The silence is deafening.
Colt Crawford, a man who has been unable to keep his mouth shut since entering this company, he's now suddenly very, very quiet.
Shamed, yet again, by another loss to Saber. Just as Saber always falls in defeat to me, so too does Colt to Saber.
That pretty much sums up the current pecking order of the three of us to this day, no?
Which explains why nobody, not a single body, believes that next Sunday at Showdown, Colt Crawford is in with any kind of a chance to defeat Jamie Krenshaw. It's not on the cards. It's not even in the deck.
And it seems Colt knows this. It seems that the walking wrestling tragedy in waiting, the one-man HGH silo, has finally seen himself for the grisly, pathetic failure he is. And we have Saber to thank for this, right?
Wrong.
As with every other good thing that takes place within this wretched company, the credit lies with me. See, for a while there, Colt Crawford was actually gaining some momentum. Sure, it was all due to his mentor Brian Clark affording him opportunities he didn't deserve but still, for a while, he made the most of those opportunities. He captured Tag Team Gold with Saber, he qualified for a World Title match at Devil's Dance. He was, some may say, on a roll.
And I stopped it all.
First, I took his Tag Team Title. Krunch and I marched into a Turmoil match and easily dispatched of everyone in sight and when it came down to us vs. Colt and Saber, we did what we've continued to do for the past four months. We won. We won the Tag Team Titles and we still hold them to this day. I like to think that loss took something out of Colt. Dented his pride, wounded his ego, clarified his self-delusion. Evidence points to this being the case because on the very next show, his brain exploded and he turned on Saber. He got himself disqualified and gave up on a chance at reclaiming his belt because, honestly, he knew he had no real shot at winning anyway.

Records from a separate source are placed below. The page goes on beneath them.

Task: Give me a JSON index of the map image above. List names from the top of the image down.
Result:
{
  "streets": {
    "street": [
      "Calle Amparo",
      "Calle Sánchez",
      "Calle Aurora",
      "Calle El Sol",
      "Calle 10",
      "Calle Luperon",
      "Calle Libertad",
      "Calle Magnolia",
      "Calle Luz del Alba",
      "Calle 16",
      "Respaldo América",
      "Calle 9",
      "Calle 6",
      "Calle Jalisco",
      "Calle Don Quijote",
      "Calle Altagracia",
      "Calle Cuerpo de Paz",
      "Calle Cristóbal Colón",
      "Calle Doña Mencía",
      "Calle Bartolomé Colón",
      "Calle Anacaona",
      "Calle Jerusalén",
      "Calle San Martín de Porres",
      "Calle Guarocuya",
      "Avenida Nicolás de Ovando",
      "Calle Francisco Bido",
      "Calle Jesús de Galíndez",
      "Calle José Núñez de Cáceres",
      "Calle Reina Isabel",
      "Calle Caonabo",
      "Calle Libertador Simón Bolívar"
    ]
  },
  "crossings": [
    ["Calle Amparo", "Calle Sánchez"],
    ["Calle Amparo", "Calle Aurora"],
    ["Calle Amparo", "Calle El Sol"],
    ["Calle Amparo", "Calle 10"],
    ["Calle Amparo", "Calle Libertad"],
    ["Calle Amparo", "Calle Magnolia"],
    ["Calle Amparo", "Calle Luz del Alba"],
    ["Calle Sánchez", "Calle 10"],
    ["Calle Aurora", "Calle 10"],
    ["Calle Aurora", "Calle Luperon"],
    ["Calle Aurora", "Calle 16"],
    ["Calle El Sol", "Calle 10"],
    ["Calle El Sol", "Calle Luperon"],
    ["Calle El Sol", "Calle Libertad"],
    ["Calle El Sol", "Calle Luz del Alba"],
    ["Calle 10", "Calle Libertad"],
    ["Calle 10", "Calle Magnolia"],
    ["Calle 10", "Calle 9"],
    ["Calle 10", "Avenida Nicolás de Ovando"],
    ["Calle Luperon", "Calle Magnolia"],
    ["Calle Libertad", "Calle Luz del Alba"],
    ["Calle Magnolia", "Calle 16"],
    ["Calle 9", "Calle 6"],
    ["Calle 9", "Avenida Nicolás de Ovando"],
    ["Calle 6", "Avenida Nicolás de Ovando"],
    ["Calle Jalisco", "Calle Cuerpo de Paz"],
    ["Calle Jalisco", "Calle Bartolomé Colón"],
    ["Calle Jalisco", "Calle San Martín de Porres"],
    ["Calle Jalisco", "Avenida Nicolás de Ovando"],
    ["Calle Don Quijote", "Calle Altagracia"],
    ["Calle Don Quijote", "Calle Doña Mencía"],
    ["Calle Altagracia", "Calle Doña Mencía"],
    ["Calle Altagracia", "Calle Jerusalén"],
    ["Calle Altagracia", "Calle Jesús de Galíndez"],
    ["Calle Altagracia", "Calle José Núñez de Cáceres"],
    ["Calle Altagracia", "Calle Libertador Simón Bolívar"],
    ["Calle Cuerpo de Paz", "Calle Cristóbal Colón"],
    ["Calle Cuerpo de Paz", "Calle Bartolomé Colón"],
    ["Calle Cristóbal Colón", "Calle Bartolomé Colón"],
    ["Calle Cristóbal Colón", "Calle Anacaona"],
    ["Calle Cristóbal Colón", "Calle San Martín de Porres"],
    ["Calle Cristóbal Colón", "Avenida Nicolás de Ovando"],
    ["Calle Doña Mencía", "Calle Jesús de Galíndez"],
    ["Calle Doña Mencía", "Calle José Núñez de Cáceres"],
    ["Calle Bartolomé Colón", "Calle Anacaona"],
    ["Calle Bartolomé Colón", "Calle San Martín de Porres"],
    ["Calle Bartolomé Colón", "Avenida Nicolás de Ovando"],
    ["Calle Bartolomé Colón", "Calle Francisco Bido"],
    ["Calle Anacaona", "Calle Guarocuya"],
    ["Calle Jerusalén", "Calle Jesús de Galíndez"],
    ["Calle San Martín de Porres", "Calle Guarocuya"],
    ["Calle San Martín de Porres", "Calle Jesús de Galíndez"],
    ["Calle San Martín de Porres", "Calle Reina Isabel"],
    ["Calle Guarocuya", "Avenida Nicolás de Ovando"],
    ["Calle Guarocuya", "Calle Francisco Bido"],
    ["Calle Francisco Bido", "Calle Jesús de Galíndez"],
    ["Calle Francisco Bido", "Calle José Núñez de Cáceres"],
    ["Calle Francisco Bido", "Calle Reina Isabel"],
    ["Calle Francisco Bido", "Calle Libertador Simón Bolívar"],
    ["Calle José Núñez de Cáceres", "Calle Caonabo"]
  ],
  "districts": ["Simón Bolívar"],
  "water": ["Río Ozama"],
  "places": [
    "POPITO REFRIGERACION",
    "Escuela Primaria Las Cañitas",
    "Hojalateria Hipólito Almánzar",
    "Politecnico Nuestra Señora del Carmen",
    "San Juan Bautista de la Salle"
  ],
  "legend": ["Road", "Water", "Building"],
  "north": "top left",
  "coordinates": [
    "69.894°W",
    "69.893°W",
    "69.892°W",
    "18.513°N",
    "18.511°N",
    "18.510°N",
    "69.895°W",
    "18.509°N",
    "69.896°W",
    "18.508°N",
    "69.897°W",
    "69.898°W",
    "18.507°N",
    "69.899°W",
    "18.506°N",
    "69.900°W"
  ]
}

And here's where the downward spiral really began to take hold. Destroyed by his defeat at the hands of myself and Krunch, Colt attempted to reclaim his pride, to instill that false sense of self-belief to it's former level. He tried to do so by finally taking out Saber, a man I've beaten about fifty times in the past year.
He failed. But, hey, no matter, somehow he'd qualified for a shot at the vacant TWD World Title. "This is it!" he thought. "NOW I can take my rightful spot atop the TWD!" But as with all his other proclamations, he was wrong, being led astray by an unwarranted confidence in his (quite frankly, shitful) abilities. And this is where I destroyed Colt Crawford. At Devil's Dance, galvanised by delusions of grandeur, Colt stepped into that Five-Way match convinced he was finally about to get what he deserved.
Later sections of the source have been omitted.